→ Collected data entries
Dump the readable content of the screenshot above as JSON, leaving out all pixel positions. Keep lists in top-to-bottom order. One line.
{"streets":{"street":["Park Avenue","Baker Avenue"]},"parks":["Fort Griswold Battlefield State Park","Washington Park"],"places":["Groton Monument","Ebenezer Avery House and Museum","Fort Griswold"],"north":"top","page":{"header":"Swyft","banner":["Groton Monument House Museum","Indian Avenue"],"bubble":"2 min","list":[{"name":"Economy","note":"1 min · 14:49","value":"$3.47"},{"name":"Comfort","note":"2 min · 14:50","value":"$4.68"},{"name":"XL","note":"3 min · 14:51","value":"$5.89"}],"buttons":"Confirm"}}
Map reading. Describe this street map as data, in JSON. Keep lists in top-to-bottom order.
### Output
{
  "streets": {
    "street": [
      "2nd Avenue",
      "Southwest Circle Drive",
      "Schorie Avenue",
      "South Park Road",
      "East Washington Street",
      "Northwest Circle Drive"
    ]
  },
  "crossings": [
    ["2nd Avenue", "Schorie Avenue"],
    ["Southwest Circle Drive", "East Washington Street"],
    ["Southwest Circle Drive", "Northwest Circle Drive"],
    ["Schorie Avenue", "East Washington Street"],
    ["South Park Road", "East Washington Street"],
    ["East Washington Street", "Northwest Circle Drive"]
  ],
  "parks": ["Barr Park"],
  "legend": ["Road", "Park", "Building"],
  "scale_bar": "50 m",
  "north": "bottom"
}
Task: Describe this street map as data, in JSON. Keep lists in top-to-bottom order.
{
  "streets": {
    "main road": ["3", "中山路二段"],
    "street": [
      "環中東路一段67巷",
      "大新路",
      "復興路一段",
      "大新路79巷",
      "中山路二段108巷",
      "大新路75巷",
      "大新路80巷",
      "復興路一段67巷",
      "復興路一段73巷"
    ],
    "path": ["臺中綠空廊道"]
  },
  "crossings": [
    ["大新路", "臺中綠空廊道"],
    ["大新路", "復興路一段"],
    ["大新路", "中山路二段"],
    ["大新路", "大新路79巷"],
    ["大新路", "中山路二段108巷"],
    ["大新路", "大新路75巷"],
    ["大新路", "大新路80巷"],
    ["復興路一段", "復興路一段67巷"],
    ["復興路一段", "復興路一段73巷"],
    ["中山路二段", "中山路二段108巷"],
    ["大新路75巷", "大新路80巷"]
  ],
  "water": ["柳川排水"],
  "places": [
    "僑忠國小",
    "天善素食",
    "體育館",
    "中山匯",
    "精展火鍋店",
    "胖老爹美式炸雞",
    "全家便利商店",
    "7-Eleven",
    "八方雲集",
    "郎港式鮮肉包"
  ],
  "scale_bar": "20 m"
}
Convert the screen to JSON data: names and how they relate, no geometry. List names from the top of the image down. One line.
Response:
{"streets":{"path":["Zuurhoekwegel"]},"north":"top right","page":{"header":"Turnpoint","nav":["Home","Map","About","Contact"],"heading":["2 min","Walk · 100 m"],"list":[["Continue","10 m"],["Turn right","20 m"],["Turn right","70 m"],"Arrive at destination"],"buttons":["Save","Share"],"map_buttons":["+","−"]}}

→ What the task requires
Set down the data once more, exactly as shown above.

→ Solution
Dump the readable content of the screenshot above as JSON, leaving out all pixel positions. Keep lists in top-to-bottom order. One line.
{"streets":{"street":["Park Avenue","Baker Avenue"]},"parks":["Fort Griswold Battlefield State Park","Washington Park"],"places":["Groton Monument","Ebenezer Avery House and Museum","Fort Griswold"],"north":"top","page":{"header":"Swyft","banner":["Groton Monument House Museum","Indian Avenue"],"bubble":"2 min","list":[{"name":"Economy","note":"1 min · 14:49","value":"$3.47"},{"name":"Comfort","note":"2 min · 14:50","value":"$4.68"},{"name":"XL","note":"3 min · 14:51","value":"$5.89"}],"buttons":"Confirm"}}
Map reading. Describe this street map as data, in JSON. Keep lists in top-to-bottom order.
### Output
{
  "streets": {
    "street": [
      "2nd Avenue",
      "Southwest Circle Drive",
      "Schorie Avenue",
      "South Park Road",
      "East Washington Street",
      "Northwest Circle Drive"
    ]
  },
  "crossings": [
    ["2nd Avenue", "Schorie Avenue"],
    ["Southwest Circle Drive", "East Washington Street"],
    ["Southwest Circle Drive", "Northwest Circle Drive"],
    ["Schorie Avenue", "East Washington Street"],
    ["South Park Road", "East Washington Street"],
    ["East Washington Street", "Northwest Circle Drive"]
  ],
  "parks": ["Barr Park"],
  "legend": ["Road", "Park", "Building"],
  "scale_bar": "50 m",
  "north": "bottom"
}
Task: Describe this street map as data, in JSON. Keep lists in top-to-bottom order.
{
  "streets": {
    "main road": ["3", "中山路二段"],
    "street": [
      "環中東路一段67巷",
      "大新路",
      "復興路一段",
      "大新路79巷",
      "中山路二段108巷",
      "大新路75巷",
      "大新路80巷",
      "復興路一段67巷",
      "復興路一段73巷"
    ],
    "path": ["臺中綠空廊道"]
  },
  "crossings": [
    ["大新路", "臺中綠空廊道"],
    ["大新路", "復興路一段"],
    ["大新路", "中山路二段"],
    ["大新路", "大新路79巷"],
    ["大新路", "中山路二段108巷"],
    ["大新路", "大新路75巷"],
    ["大新路", "大新路80巷"],
    ["復興路一段", "復興路一段67巷"],
    ["復興路一段", "復興路一段73巷"],
    ["中山路二段", "中山路二段108巷"],
    ["大新路75巷", "大新路80巷"]
  ],
  "water": ["柳川排水"],
  "places": [
    "僑忠國小",
    "天善素食",
    "體育館",
    "中山匯",
    "精展火鍋店",
    "胖老爹美式炸雞",
    "全家便利商店",
    "7-Eleven",
    "八方雲集",
    "郎港式鮮肉包"
  ],
  "scale_bar": "20 m"
}
Convert the screen to JSON data: names and how they relate, no geometry. List names from the top of the image down. One line.
Response:
{"streets":{"path":["Zuurhoekwegel"]},"north":"top right","page":{"header":"Turnpoint","nav":["Home","Map","About","Contact"],"heading":["2 min","Walk · 100 m"],"list":[["Continue","10 m"],["Turn right","20 m"],["Turn right","70 m"],"Arrive at destination"],"buttons":["Save","Share"],"map_buttons":["+","−"]}}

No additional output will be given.